Наука
Коррекционная терапия для аутичных. Что это такое и почему это плохо
Предисловие автора
Меня зовут Юджин Гур, мне 16 лет. У меня личный интерес к психиатрии, психологии и активизму. Он сформировался из-за яркого негативного опыта с психиатрической системой.
Долгое время у меня стоял неправильный диагноз, и врачи почти не давали мне информации о моём состоянии. В какой-то момент я не выдержал и решил всё изучать самостоятельно, а уже потом обращаться к врачам. В итоге в 15 лет мне поставили диагнозы: аутизм и СДВГ.
Мой круг общения тоже оказался нейроотличным. Благодаря этому мне стало легче понимать поведение других людей и находить способы коммуникации.
Я позиционирую себя как антифашист. Когда я понял, что психофобия и нейрофобия носят системный характер, то осознал: с этим нужно что-то делать. Мой активизм начался с малого — с информирования своего окружения и защиты себя и друзей. А совсем недавно я начал писать на эту тему. И так…
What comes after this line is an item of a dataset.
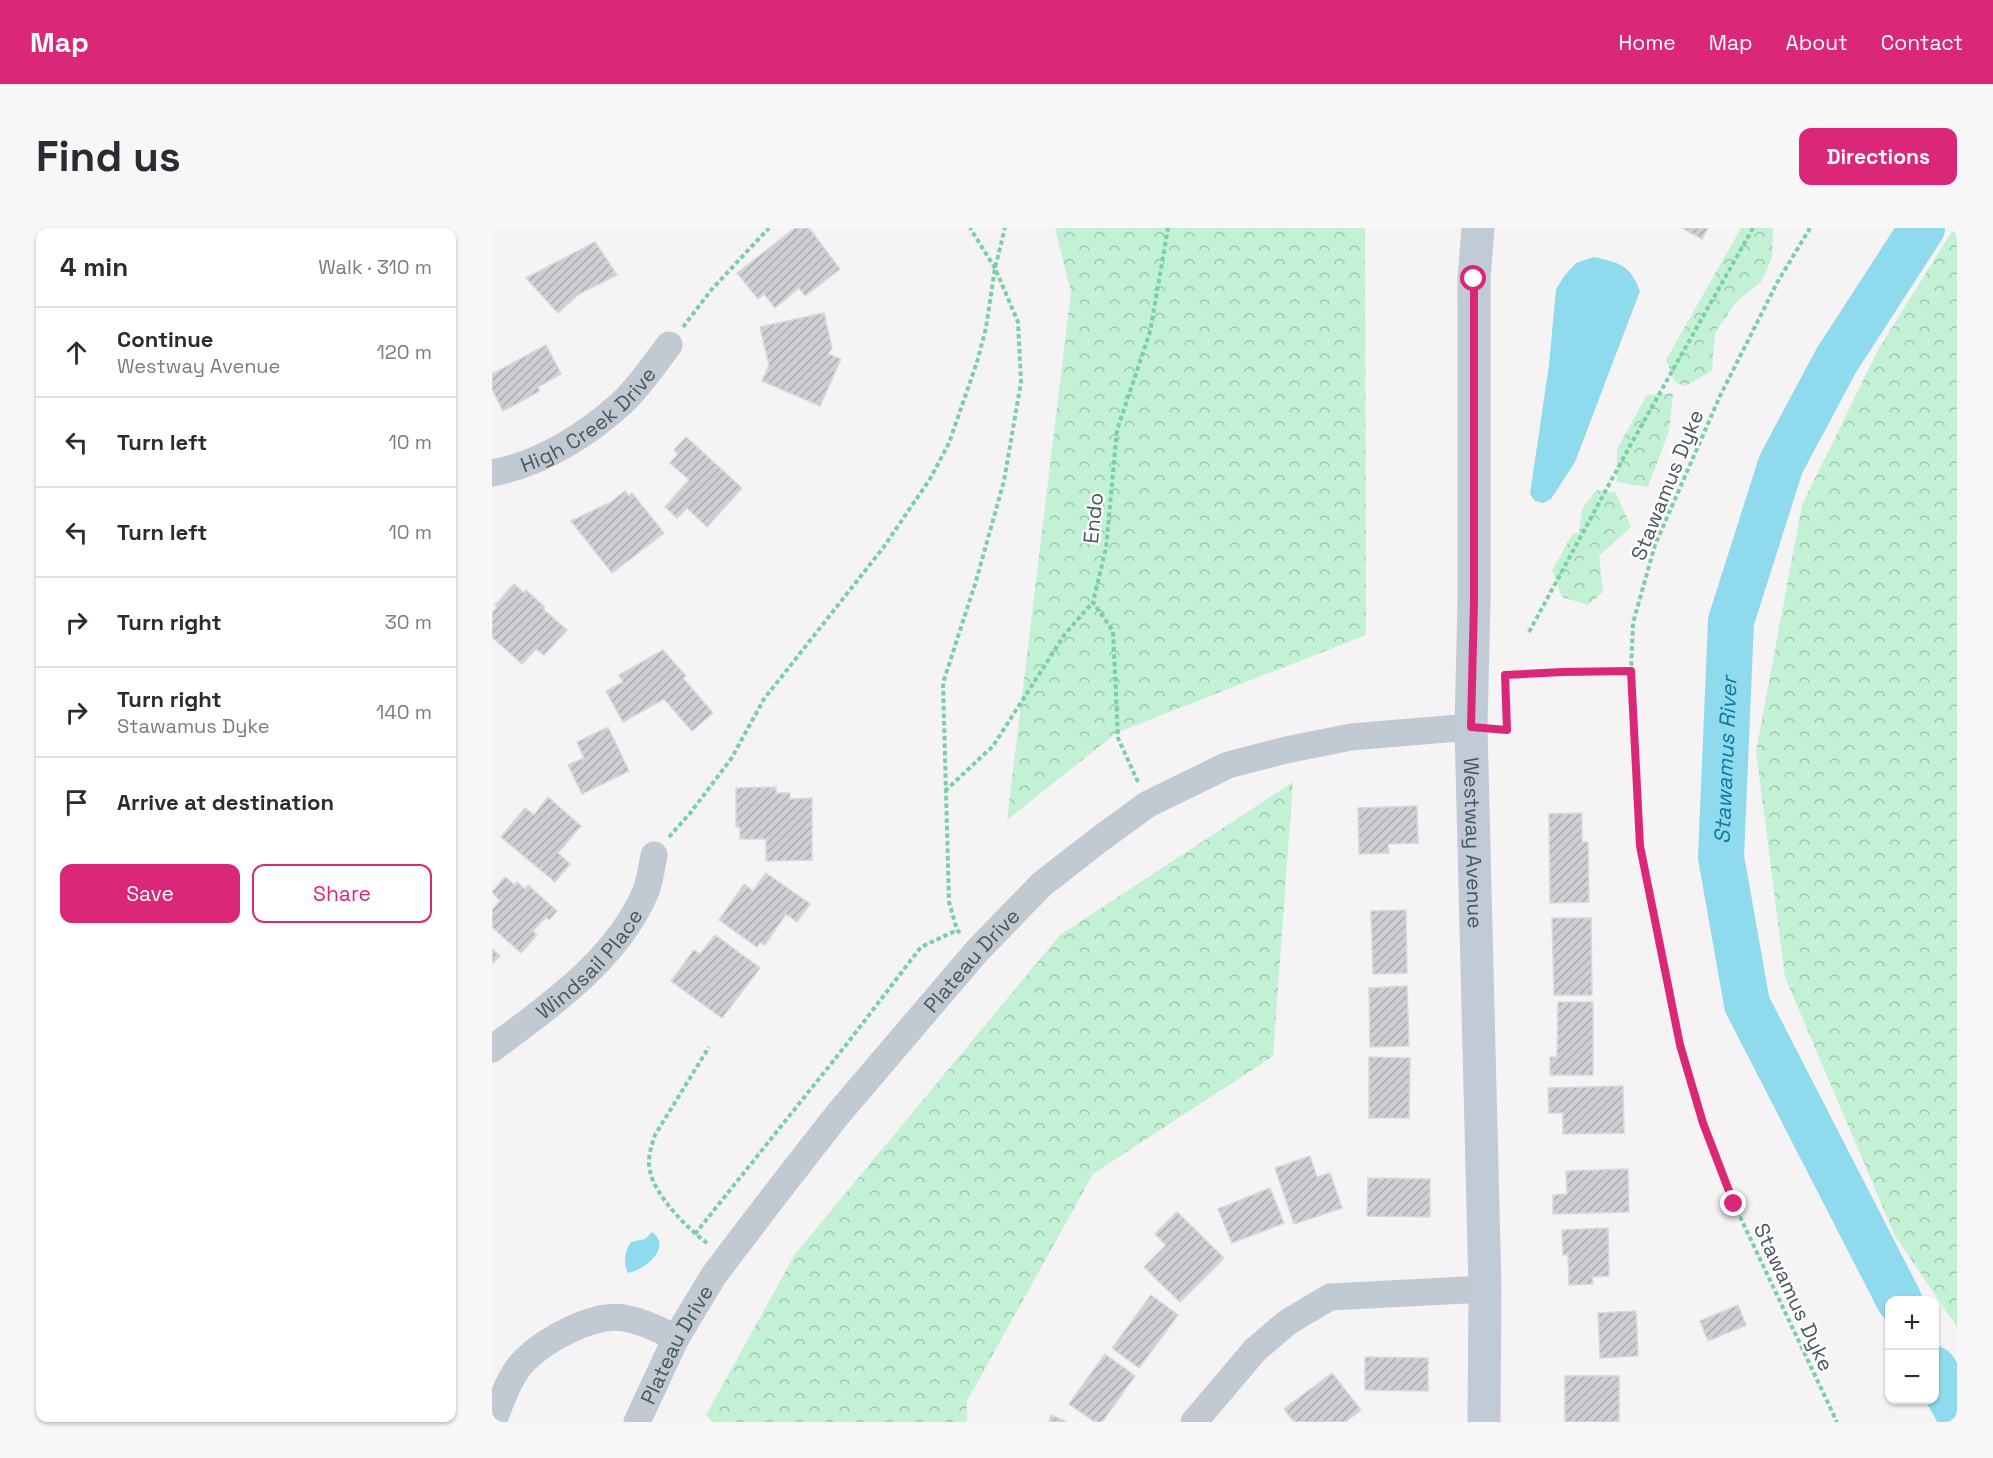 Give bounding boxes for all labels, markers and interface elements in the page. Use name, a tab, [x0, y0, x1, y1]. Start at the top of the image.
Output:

Коррекционная терапия для аутичных. Что это такое и почему это плохо
Коррекционная терапия — это различный набор методов
Вся суть коррекционной терапии для аутистов, которую одним из первых применил доктор Иваром Ловас беря методику ABA, заключается в том, чтобы подстроить нейроотличного человека под нейротипичный стандарт. Например: смотреть людям в глаза, отказаться от стиминга (повторяющиеся движения или действия, которые человек совершает, чтобы получить сенсорную стимуляцию или справиться с тревогой или перегрузкой. Это поведение часто встречается у людей с аутизмом, но может наблюдаться и у других людей) — и не важно, вредит ли это пациенту или нет. После такой терапии они начинают смотреть в глаза и без проблем пожимать незнакомцам руки. Значит ли, что этот способ действует, чтобы помочь аутичному пациенту? Нет.
Почти половина аутичных пациентов выходят из такой терапии с признаками ПТСР или КПТСР, как показало исследование опубликованное в Advances in Autism. Я бы мог это сравнить с конверсионной терапией ЛГБТ-персон, потому что человеческая психика травмируется по причине того, что аутичного пациента заставляют игнорировать особенности функционирования их собственного мозга. Да, гомосексуал может притвориться, но он будет жить несчастливо, и у него будет развиваться депрессивное расстройство. Так же и аутичный человек может не дёргать ногой, но после целого дня без этого он придёт к себе домой в абсолютном раздрае мелтдаун, и вместо безобидного дерганья ногой будет причинять себе физический вред.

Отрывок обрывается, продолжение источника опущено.